6. Position for Technological Dominance
“How do you stay ahead as technology and markets evolve?”
Don’t just compete on features—reimagine how the problem can be solved.
The strategy:
- Become 10x better at one specific thing
- Find a new way to approach old problems
- Start small, but build solutions that can grow
How I applied this: What makes me different is how I think about coaching. I approach problems like a founder who’s been there. I can spot cash flow issues, pricing mistakes, and team problems in minutes because I’ve lived through them.
This founder-first mindset is my “technology”—it lets me cut through theory and get straight to solutions. I see patterns others miss because I’ve experienced them firsthand.
You could even consider reinventing an old process, like Notion did for docs.
7. Think in Decades, Not Years
“How do you build something that lasts?”
Build for lasting advantage, not short-term wins.
The strategy:
- Make bold, specific predictions about the future
- Build for the next decade, not the next quarter
- Focus on timeless principles, not trends
How I applied this: My coaching business is built to last. After 20 years of building companies, I know what stands the test of time. I focus on business basics that never change: finding customers, solving real problems, and making a profit. This long-term focus will ensure that I build something that grows more valuable over time, not less.
Most assets lose value—good businesses gain it.
This Week's CEO Action Step
Creating a monopoly isn’t about beating competitors—it’s about becoming the only logical choice in your market.

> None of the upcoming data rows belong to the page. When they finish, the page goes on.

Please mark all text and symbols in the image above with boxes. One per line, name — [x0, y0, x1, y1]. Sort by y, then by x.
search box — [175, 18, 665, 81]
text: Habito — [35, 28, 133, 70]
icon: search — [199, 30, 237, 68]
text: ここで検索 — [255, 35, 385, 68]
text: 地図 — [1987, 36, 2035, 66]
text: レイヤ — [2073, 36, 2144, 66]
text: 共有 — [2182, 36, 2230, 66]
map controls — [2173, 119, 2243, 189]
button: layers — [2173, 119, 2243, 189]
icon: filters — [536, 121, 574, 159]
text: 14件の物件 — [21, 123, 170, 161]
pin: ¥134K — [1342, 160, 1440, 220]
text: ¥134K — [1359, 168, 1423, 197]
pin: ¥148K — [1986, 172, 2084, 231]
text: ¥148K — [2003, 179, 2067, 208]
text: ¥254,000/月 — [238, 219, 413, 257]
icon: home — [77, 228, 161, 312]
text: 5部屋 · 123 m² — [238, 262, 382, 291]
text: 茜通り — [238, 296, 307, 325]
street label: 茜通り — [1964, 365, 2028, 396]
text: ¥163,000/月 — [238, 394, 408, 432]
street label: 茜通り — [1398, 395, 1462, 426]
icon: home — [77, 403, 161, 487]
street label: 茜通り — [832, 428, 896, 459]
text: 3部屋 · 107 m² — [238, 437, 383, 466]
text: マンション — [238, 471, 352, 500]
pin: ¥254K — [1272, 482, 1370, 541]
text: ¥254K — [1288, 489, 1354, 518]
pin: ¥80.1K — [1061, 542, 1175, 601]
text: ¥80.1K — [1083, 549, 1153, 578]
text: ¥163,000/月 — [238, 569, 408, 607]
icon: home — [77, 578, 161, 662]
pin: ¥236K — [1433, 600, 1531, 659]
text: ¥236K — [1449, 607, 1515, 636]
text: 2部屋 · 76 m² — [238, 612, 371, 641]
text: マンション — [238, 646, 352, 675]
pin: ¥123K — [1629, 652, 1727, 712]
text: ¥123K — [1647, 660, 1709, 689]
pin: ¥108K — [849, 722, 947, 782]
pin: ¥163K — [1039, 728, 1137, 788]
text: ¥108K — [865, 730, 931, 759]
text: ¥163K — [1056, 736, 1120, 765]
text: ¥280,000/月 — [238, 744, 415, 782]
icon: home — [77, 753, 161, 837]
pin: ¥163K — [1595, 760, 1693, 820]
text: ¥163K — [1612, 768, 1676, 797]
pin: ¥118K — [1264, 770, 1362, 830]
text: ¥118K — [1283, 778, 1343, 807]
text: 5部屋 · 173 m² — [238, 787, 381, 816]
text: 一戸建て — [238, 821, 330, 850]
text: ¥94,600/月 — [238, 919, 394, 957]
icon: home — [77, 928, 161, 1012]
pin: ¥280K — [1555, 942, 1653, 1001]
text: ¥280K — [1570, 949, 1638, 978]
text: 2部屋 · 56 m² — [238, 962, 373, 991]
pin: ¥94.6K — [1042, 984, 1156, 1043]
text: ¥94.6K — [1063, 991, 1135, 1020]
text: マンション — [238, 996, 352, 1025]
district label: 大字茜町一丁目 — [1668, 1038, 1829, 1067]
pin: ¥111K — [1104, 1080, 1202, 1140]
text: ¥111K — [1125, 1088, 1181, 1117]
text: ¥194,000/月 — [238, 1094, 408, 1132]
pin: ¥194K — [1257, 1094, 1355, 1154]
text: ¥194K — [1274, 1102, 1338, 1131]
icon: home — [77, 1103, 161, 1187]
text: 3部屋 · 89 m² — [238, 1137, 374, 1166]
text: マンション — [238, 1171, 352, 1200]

To start building your position:
- List what makes your company “just another option” versus “the only real choice”.
- Identify one small market segment you could dominate. (Focus on attracting new customers only from this segment)
- List the distribution channels available to you to start immediately.
- How can you tell your story so it becomes the reference point in your industry?
Remember, even after knowing the framework, it took me two years to get clear about what I am really building. Even now, I’m still evolving it. It is expected that you will not know all the answers right away, and you surely won’t find them in a sudden flash. But be patient with yourself and trust the process as you do this work. This is the best way to build a robust, high-value business —one that you’ll be proud to own.